:: Brief ::
A verbatim copy of each record is required.

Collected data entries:
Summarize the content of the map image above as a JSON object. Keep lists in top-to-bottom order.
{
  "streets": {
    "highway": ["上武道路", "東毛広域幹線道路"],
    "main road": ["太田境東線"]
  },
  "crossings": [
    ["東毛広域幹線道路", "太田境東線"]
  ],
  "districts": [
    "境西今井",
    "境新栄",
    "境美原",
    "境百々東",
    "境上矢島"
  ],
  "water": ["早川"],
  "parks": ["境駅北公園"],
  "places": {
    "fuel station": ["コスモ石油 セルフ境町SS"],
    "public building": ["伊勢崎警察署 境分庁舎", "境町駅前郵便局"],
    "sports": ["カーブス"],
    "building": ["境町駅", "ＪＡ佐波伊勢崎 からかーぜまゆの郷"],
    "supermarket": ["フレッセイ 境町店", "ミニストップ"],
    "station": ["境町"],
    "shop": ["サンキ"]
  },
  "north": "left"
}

:: Answer space ::
Summarize the content of the map image above as a JSON object. Keep lists in top-to-bottom order.
{
  "streets": {
    "highway": ["上武道路", "東毛広域幹線道路"],
    "main road": ["太田境東線"]
  },
  "crossings": [
    ["東毛広域幹線道路", "太田境東線"]
  ],
  "districts": [
    "境西今井",
    "境新栄",
    "境美原",
    "境百々東",
    "境上矢島"
  ],
  "water": ["早川"],
  "parks": ["境駅北公園"],
  "places": {
    "fuel station": ["コスモ石油 セルフ境町SS"],
    "public building": ["伊勢崎警察署 境分庁舎", "境町駅前郵便局"],
    "sports": ["カーブス"],
    "building": ["境町駅", "ＪＡ佐波伊勢崎 からかーぜまゆの郷"],
    "supermarket": ["フレッセイ 境町店", "ミニストップ"],
    "station": ["境町"],
    "shop": ["サンキ"]
  },
  "north": "left"
}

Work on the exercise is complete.